Largest table	The database table that’s taking up the most disk space.
Index pages	The total number of pages associated with a particular database index. A page is typically 8 kilobytes. This metric can be used to determine the disk usage of an index.
Current memory utilization	The amount of memory (in bytes) that’s currently being used by this instance.
Available memory	The amount of memory (in bytes) that’s available for use to this instance.
Max memory utilization	The maximum amount of memory (in bytes) used by this instance since it started.
Current disk usage	The amount of disk space that’s currently being used by this instance.
Max disk usage	The maximum amount of disk space used by this instance since it started.

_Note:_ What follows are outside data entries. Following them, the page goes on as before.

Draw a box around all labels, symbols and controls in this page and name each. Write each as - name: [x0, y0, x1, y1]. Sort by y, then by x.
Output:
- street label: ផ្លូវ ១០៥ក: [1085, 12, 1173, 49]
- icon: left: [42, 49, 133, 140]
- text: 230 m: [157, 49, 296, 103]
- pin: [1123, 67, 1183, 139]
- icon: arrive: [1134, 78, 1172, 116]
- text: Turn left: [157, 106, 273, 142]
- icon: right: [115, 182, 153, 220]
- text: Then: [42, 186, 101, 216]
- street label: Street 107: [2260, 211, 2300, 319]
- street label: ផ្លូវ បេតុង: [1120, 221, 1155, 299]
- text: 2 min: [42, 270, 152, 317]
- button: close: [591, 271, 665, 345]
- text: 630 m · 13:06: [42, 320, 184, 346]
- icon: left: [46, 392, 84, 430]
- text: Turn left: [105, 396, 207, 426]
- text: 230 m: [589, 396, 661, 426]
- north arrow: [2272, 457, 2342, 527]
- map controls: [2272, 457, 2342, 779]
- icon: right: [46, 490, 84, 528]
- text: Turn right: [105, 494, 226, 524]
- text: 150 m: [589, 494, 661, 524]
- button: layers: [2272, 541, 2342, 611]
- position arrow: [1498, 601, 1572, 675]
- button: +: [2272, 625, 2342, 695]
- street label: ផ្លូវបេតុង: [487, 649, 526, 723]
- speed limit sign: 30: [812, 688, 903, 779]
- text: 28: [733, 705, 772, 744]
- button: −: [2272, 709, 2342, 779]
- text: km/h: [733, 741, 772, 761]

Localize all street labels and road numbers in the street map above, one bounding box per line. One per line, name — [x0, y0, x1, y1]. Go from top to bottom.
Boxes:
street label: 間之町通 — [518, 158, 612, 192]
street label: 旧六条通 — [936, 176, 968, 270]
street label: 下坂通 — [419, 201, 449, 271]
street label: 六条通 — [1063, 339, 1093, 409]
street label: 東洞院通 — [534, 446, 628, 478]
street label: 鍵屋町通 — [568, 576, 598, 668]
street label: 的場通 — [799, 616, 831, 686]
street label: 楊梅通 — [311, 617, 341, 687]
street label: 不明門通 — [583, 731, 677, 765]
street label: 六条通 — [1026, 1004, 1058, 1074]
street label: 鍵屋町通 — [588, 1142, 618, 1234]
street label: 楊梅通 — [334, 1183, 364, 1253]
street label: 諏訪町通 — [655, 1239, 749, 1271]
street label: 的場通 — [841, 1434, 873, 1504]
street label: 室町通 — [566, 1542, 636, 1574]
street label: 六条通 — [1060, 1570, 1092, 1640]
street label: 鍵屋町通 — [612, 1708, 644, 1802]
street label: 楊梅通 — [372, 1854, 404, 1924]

Table and indexing metrics

Monitoring metrics related to tables and indexes help structure the database for better performance and scalability. Here are a few examples:

Metric	Description
Total sequential scans	The total number of sequential scans performed on this table.
Total index scans	The total number of index scans performed on this table.
Sequential rows read	The total number of rows retrieved via sequential scans performed on this table.
Index rows read	The total number of rows retrieved via index scans performed on this table.
Total updated rows	The total number of table rows that have been updated since the table was created.
Total inserted rows	The total number of rows that have been inserted into this table since it was created.
Total hot updated rows	The total number of table rows that have been HOT (Heap-Only Tuples) updated.
Total dead rows	The total number of dead rows in the table.
Total live rows	The total number of live rows in the table.
Inserts since last vacuum	The total number of rows inserted into this table since it was last vacuumed.
Last vacuum time	The timestamp at which this table was last vacuumed manually.
Last auto-vacuum time	The timestamp at which this table was last vacuumed by the auto-vacuum daemon.
Last auto-analyze time	The timestamp at which this table was last analyzed by the auto-vacuum daemon.
Vacuum count	The total number of times this table has been manually vacuumed.
Auto vacuum count	The total number of times this table has been vacuumed automatically by the auto-vacuum daemon.
Total table indexes	The total number of indexes in a database table.
Returned index entries	The total number of entries that have been returned by scans on a particular index.
Returned table rows	The total number of table rows that have been returned by scans on a particular index.

Activity metrics

This category encompasses metrics related to query execution, number of connections, and transaction rates. Here are a few examples:

Metric	Description
Total active connections	The total number of connections to this database that are currently active.
Total idle connections	The total number of connections to this database that are currently idle.
Max connections	The maximum number of concurrent connections opened by this database since the instance started.
Most expensive queries (historical)	The queries that have taken the most time to execute since the database instance started.
Expensive (slow-running) queries	Currently active slow-running queries. Strive to optimize these queries for better overall performance.
Total write queries	The total number of queries that performed write operations on the database.
Total read queries	The total number of queries that performed read operations on the database.

Replication metrics

Replication metrics allow you to track the status and latency of a database’s replication processes. Pay particular attention to these metrics:

Metric	Description
State	Current state of the write-ahead log (WAL) sender. Possible values are startup, streaming, catchup, and backup.
Last WAL location sent	The last write-ahead log location that has been sent on a particular connection.
Last WAL location written	The last WAL location that has been written to disk by this standby node.
Sync state	The synchronous state of this standby server. Some possible values are: sync, async, and potential.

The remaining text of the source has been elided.